EXERCISE OBJECTIVE: Scan the records for the string "bottom" and state how many lines contain it, using the number alone.

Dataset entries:
+--

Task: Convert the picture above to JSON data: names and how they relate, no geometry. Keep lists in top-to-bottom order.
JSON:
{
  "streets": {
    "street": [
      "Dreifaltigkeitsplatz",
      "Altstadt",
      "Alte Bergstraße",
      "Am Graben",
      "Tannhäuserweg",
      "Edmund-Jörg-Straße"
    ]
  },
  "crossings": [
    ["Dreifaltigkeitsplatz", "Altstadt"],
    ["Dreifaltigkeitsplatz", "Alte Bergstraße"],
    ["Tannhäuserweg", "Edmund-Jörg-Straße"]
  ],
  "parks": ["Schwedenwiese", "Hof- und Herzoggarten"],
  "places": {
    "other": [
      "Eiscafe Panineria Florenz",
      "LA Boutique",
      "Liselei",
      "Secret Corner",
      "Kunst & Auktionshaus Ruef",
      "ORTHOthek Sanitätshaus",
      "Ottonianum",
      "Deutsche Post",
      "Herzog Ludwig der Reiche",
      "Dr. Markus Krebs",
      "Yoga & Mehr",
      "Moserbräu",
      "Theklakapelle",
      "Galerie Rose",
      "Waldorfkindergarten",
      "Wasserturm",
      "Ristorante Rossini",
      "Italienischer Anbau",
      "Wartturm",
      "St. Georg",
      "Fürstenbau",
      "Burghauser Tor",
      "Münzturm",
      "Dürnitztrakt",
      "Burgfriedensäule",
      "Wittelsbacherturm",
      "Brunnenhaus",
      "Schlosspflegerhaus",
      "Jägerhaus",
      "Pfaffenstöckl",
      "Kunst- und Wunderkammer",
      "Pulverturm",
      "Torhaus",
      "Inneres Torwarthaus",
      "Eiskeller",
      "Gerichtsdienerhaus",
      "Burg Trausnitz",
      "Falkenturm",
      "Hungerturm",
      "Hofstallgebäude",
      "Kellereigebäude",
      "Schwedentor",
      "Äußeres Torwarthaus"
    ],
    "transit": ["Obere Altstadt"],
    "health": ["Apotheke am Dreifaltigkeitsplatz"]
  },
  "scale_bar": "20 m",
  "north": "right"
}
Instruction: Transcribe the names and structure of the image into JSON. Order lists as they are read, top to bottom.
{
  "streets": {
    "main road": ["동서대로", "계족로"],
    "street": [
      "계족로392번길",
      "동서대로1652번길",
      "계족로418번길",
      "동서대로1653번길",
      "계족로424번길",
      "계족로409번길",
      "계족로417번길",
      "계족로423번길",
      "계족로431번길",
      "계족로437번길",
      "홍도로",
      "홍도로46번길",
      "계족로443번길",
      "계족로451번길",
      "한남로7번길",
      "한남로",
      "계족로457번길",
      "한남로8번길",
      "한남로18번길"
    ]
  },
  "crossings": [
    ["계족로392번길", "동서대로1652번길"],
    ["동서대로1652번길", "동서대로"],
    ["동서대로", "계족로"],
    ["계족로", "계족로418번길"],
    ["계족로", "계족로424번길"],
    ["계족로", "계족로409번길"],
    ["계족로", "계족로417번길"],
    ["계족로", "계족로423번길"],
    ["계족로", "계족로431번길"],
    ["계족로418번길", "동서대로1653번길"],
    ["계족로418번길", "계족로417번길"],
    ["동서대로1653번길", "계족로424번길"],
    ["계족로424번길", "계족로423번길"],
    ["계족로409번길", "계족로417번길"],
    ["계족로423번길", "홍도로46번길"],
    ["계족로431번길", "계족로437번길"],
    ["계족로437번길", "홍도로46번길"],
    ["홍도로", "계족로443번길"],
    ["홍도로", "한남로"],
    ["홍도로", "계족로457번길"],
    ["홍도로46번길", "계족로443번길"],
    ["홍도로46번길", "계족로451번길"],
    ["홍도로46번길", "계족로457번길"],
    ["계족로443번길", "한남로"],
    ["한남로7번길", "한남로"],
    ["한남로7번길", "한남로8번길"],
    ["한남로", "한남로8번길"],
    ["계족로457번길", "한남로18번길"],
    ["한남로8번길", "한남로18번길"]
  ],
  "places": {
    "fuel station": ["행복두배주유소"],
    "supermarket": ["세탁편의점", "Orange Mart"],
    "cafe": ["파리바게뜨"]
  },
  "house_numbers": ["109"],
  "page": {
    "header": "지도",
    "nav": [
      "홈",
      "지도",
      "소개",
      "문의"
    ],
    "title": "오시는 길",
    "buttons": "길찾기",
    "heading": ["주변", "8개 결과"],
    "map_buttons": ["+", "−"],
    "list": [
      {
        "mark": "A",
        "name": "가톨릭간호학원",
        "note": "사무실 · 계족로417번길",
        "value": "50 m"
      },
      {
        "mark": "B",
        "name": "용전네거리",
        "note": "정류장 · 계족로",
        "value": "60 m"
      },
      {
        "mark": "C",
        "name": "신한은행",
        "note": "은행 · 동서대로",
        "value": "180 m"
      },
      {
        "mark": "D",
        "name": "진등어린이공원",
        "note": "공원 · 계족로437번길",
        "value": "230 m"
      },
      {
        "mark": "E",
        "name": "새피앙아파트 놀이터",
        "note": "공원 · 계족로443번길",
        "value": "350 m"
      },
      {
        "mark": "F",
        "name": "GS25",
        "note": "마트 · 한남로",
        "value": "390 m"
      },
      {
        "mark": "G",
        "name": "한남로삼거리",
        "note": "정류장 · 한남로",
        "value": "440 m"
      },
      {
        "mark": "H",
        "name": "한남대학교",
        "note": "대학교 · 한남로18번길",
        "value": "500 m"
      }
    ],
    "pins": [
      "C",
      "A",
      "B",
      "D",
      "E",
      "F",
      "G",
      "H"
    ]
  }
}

+--

WRITTEN RESPONSE: 2